ER

Season 4 Episode 3

Friendly Fire

Friendly Fire is curated around Al Gets Blood on a Coworker at a Job Site; Benton and Carla Debate Reese's Circumcision While Managing Newborn Care.

Air date: Oct 9, 1997

diagnostic realism

3.8/5

overall

3.8/5

procedure realism

3.7/5

workflow realism

3.9/5

Medical Cases in This Episode

These are the patient stories worth unpacking. Open any case for the real-world medicine, what the episode shows, what it leaves out, and source-backed context.

2 cases identified

Case 1

Al Gets Blood on a Coworker at a Job Site

Al's workplace accident exposes a coworker to blood, prompting Jeanie to urge HIV disclosure.

Episode shows
Friendly Fire directly supports occupational blood exposure and HIV disclosure.
Clinical takeaway
Blood exposure requires immediate risk assessment and privacy-sensitive communication.
Accuracy 3.8/5hiv-blood-exposure-disclosure

Episode Summary

Cynthia Hooper is the new desk clerk. Carla and Benton argue over whether or not Reese should be circumcised, among other things. Carter believes that Doyle is giving Anna special treatment when Anna is assigned all the interesting cases while he is stuck suturing. Kerry puts her newfound power to use rather quickly, and annoys basically everyone. Al has an accident at his job site and gets blood on a co-worker, spurring Jeanie to convince him to tell his co-worker about his HIV status. Jerry manages to blow up the ambulance bay entrance using a patient's rocket launcher. Carter visits his first laundromat with Anna, but he tells her he's been to many.

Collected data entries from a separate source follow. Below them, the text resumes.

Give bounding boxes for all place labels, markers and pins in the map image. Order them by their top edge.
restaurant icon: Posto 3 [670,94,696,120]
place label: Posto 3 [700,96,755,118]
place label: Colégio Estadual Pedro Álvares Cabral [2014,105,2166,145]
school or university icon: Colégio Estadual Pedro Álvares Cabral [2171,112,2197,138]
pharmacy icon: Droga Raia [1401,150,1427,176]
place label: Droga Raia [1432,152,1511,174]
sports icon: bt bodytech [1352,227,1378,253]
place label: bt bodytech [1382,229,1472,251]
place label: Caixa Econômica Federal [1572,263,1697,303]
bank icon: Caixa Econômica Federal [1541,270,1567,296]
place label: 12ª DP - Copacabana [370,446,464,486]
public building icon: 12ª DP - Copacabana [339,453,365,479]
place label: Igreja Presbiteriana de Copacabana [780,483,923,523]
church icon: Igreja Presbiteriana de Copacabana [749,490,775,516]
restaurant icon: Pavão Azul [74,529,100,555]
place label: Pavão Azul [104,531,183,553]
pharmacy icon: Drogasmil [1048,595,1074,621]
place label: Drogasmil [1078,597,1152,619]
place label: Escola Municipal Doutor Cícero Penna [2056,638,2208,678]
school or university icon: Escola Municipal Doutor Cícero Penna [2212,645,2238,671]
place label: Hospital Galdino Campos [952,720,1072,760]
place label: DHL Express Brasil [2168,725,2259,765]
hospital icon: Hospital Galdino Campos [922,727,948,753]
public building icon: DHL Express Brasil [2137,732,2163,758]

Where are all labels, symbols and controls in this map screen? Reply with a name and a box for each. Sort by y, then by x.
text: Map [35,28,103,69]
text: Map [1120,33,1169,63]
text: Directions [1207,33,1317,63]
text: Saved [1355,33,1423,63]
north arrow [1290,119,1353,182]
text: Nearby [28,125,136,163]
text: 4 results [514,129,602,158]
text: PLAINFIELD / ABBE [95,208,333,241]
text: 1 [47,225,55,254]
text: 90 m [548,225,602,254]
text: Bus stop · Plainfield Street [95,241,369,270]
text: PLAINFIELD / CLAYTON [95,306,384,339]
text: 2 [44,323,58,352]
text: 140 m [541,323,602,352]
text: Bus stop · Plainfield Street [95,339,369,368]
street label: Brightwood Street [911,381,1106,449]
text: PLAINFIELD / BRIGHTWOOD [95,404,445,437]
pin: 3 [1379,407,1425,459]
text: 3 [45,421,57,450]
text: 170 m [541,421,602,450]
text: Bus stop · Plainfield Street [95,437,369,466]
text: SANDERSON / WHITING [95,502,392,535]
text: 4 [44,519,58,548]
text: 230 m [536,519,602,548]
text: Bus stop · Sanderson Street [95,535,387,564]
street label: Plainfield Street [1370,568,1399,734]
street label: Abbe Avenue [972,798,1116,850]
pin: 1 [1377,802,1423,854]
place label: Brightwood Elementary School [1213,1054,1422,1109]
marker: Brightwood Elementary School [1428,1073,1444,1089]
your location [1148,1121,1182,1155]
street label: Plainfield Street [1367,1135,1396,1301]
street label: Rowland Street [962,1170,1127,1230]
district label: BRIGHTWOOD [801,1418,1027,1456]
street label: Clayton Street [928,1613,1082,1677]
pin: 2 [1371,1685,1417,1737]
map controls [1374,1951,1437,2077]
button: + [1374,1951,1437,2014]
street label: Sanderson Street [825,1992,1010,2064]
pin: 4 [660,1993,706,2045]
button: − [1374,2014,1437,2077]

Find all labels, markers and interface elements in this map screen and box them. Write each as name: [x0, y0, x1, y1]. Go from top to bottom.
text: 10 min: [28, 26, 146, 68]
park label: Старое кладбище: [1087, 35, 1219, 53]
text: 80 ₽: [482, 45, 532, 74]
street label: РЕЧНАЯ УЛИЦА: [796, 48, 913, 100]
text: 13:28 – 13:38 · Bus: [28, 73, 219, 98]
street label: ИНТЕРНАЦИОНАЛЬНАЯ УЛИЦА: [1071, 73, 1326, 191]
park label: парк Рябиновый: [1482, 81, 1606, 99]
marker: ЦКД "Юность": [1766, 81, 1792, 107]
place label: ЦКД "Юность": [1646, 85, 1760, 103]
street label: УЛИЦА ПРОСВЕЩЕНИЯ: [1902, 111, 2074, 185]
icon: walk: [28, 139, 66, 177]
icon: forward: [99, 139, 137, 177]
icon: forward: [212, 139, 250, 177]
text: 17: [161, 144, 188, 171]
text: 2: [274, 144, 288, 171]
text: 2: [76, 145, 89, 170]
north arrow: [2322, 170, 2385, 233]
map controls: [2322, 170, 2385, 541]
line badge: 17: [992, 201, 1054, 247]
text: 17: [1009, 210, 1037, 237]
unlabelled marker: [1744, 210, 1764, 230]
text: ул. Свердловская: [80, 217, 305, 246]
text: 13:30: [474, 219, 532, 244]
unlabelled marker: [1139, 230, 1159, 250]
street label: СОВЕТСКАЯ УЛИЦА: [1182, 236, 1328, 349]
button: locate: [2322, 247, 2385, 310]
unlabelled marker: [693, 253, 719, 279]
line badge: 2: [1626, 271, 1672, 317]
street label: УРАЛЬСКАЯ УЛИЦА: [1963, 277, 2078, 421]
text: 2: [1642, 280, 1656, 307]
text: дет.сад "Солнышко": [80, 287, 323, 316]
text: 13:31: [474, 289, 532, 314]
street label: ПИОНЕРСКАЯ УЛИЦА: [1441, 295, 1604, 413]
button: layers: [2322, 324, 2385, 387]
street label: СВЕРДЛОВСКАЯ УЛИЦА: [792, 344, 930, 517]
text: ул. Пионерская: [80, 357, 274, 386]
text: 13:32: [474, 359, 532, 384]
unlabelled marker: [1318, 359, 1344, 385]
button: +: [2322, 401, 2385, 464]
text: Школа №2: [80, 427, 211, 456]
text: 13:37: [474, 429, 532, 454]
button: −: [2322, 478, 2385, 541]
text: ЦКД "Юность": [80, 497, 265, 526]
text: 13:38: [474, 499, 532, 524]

Mark goes on a date with Heather, and they end up at her place, but things don't go quite as planned. Carol hears an errant comment that strains her trust in Doug.

Differential Diagnosis and Testing Logic

Al Gets Blood on a Coworker at a Job Site: A real team would evaluate hiv blood exposure and disclosure using the supported presentation, vital signs, focused history, exam, risk assessment, and targeted consultation or testing when indicated. The available summary does not support adding unshown vital signs, lab values, medications, imaging findings, timestamps, or outcomes.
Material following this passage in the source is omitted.